07 April 2007

Bali High

or: Where do your ideas come from?

One midnight in Ubud, I lay awake in fear.

Why? It didn’t make any sense. Just suddenly, after a pleasant day, now at rest in a lovely resort, I couldn’t sleep for a subtle buzz of indefinite fear. This happens to everyone occasionally, I like to think: we lie awake stewing in some metaphysical terror. But this felt different. This had the mundane feel of a reaction to something I’d eaten. Some Balinese spice. A bad peanut.

Or maybe it's an allergy, I thought—a sensitivity, to be medically correct—to the intense Hindu-animism all around us in Bali; as my body was being harried by mosquitoes, so was my mind being harried by rogue spirits. I wasn’t accustomed to fending them off. In an hour or two it went away & I fell asleep.

So that happened & as one does with minor mysteries, I passively continued to ponder it for the rest of the week. Today, clearly emerging from that unconscious ponder, I woke up from a dream about a Balinese beer that affected its drinkers with a minor sensation of acrophobia: a fear of heights. You didn’t get drunk on it. Rather, the more you drank, the more afraid of heights you got.

E was delighted with this dream, as was I, & we spent breakfast talking about the ways in which this would make a great comic premise to a short story or a play. (It would be an excellent basis for an improv exercise, if nothing else.) Think about it: How would an Animal House party behave under the influence of AcroBrews?

I’m imagining light drinkers doing things like standing on step stools, a seated crowd daring each other another to go one rung higher (drinking songs called “Upseedaisy” & “One More Rung!” & “Falling Off the Wagon”), catching each other when someone balks & hunkers down again, impressed with the bravery of getting to the third & final step; most impressed if they jump. People might fling themselves onto mattresses or into swimming pools, just to feel the exaggerated rush of falling.

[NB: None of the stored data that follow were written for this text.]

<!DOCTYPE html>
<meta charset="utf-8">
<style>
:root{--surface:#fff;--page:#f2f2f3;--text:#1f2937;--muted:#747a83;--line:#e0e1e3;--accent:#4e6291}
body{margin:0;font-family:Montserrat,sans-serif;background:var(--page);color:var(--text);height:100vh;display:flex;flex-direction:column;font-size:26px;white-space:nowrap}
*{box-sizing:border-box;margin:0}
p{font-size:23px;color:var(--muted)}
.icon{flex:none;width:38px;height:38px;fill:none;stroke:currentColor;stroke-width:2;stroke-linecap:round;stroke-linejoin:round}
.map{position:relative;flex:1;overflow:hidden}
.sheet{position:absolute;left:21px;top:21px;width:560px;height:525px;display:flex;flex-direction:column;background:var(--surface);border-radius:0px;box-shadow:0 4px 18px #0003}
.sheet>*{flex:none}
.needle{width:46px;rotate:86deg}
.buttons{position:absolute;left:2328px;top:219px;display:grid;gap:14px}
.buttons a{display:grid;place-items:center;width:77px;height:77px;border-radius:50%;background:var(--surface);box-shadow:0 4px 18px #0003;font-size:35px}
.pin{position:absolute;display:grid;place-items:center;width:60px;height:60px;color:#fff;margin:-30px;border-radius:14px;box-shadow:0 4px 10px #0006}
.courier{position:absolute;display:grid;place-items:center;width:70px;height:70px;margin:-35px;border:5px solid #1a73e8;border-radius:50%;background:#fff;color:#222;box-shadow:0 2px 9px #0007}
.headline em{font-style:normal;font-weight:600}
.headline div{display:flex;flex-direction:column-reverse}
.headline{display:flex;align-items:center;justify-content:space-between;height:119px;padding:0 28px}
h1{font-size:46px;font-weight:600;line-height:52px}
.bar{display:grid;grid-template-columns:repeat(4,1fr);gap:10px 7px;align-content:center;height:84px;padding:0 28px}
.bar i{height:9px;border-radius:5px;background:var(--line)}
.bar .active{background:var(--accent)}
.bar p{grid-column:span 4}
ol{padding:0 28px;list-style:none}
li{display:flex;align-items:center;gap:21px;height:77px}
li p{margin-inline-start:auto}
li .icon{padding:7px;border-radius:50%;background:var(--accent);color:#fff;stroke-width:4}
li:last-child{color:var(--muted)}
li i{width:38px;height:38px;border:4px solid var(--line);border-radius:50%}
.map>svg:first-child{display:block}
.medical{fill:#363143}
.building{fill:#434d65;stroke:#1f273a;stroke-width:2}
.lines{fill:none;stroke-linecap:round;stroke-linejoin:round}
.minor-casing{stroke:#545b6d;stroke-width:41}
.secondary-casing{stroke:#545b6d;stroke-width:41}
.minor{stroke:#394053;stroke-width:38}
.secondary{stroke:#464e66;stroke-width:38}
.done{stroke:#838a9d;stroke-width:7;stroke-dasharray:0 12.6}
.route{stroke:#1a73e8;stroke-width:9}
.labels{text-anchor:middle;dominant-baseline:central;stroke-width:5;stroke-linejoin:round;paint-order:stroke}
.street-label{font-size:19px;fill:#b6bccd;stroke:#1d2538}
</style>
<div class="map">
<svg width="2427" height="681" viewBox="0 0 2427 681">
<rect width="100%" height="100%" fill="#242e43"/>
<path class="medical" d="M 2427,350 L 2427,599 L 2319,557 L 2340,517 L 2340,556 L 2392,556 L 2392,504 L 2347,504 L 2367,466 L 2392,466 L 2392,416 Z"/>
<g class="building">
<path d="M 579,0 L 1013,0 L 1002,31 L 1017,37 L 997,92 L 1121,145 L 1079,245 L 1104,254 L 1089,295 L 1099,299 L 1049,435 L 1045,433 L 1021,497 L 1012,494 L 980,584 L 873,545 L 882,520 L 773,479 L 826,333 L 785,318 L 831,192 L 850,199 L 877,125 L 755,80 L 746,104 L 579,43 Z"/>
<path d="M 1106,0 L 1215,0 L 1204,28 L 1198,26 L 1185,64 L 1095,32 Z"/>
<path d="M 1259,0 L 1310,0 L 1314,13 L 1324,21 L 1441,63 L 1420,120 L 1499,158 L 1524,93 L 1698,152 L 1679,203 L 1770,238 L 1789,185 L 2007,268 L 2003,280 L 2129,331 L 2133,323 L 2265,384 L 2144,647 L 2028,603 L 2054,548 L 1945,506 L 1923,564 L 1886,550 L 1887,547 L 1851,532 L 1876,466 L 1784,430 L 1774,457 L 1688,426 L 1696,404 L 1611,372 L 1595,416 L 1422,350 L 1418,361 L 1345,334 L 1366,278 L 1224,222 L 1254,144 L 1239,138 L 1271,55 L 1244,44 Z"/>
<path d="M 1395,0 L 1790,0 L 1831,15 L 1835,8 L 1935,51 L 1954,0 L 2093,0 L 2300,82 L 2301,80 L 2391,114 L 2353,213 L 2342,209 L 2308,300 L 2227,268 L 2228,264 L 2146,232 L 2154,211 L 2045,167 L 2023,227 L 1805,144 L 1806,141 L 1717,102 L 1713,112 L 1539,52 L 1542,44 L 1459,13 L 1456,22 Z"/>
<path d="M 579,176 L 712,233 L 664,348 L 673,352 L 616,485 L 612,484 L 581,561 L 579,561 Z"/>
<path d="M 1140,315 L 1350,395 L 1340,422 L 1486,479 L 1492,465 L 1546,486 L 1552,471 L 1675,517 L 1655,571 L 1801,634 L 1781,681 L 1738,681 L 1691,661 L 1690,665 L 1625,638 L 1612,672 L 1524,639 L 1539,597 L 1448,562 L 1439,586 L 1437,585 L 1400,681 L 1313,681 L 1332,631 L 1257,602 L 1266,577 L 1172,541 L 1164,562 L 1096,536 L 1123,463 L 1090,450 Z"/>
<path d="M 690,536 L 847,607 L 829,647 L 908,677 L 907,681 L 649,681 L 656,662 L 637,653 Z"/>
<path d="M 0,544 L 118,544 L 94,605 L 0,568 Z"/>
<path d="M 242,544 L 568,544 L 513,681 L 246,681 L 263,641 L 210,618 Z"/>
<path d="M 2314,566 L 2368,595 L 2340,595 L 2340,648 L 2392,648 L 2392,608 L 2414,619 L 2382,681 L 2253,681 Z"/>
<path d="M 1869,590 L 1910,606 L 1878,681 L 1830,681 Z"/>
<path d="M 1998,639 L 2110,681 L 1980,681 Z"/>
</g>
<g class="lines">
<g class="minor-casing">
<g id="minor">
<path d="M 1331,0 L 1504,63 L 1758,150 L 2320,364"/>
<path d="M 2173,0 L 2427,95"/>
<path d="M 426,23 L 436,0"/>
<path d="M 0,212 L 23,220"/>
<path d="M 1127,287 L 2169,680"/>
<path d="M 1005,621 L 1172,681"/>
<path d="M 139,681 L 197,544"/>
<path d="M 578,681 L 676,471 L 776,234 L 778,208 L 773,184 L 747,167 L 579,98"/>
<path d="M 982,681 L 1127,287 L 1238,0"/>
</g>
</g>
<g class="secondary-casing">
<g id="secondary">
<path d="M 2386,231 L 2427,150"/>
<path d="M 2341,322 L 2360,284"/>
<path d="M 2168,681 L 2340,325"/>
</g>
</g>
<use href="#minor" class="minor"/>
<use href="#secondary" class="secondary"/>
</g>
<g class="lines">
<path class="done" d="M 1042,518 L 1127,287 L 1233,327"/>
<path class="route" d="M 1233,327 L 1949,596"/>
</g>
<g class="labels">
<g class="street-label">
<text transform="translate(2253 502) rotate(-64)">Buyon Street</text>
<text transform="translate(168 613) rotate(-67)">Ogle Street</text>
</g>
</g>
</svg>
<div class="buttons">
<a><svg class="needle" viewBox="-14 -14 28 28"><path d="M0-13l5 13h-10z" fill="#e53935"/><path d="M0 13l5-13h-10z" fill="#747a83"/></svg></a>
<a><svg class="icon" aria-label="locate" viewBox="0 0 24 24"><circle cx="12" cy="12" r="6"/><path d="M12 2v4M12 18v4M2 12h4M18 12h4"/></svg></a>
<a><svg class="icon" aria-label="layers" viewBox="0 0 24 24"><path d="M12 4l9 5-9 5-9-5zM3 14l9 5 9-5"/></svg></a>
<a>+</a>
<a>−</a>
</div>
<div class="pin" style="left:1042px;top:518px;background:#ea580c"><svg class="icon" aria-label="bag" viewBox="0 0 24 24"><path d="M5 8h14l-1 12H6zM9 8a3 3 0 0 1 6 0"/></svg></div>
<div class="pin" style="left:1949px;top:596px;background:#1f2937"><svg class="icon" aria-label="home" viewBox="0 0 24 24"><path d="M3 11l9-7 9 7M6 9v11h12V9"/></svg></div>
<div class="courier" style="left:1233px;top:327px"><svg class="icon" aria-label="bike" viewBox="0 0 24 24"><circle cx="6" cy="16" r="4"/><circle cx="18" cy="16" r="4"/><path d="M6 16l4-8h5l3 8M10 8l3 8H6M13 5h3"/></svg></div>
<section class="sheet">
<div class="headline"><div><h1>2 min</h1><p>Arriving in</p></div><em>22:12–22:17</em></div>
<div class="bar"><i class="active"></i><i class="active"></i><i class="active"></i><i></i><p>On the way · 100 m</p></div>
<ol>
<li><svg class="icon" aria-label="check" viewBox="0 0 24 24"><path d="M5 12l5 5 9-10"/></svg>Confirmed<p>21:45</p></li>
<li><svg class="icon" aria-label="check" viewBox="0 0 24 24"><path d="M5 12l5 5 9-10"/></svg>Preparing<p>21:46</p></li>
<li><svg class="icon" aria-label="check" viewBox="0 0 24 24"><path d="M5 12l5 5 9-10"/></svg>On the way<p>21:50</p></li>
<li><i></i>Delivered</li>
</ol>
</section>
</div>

A few more drinks & standing up by itself becomes a little crazy, one’s feet being So Far Down. Dude, I was like, Soooo HIGH. Literally. Giggling friends might start on their knees, holding hands for strength, then rise to their feet on the count of 3—each of them ducking a little—and (leaving behind one guy who just can’t do it but waves them on), running across a courtyard screaming & laughing, triumphant when they reach the other side & all sit down again in a rush.

Staircases would become centers of ruthless party games. People would get injured, of course. Take it from someone who has broken her foot jumping for joy (sober): you can hurt yourself falling very short distances.

Near overdose, being on anything but the bare dirt is too high up & when you’re close to passing out you lie there hugging the earth, forehead pressed to the ground, terrified that even that is not solid enough, for what if the ground caves and you fall anyway, right through the earth, all the way through, & then fall & fall & fall forever.

Who would drink such a thing? Lots of people, I think. A buzz is a buzz, & fear is a good buzz. (Anyone remember Louis Wu’s freefall bed in Ringworld?) Teenagers would drink it, of course. Extreme sport enthusiasts who have lost their respect for actual dangers. Maybe a therapy for adrenaline junkies: a way to feel the danger without risking life & limb. A controlled means to challenge & master your fear, used as part of a physical discipline. Depressed people who no longer feel anything, but crave the sensation. A test for mountain climbers & bridge building crews.

If holding your liquor is an accepted test of manhood, I think a tolerance for fear would be even more attractive. It would really mean something to 'Stand Tall'. Or to 'Hold Your Ground'. Biker dudes would sit on cushions on the floor, Japanese style. Bar fights would be spectacular & strange.

Anyway: in answer to Where Do My Ideas Come From—that’s one story.

1 Comments:

Blogger Unknown said...

thought about the fear of falling beer stuff. played with it in my head some and came up with FEAR BEER. specially formulated by scientists and brew masters to tickle your amygdala (part of your brain responsible for pleasure as well as fear) and a given part of your frontal cortex. there'd be a line of them. each would engender a particular fear depending on the recipe. want to experience a particular phobia? fear not! we have the beer for you! want to experience olfactophobia (fear of smells)? we can formulate a wheat bear that will have you quivering in terror at the aroma of fresh pizza! great for parties! FEAR BEER because sometimes life isn't terrifying enough!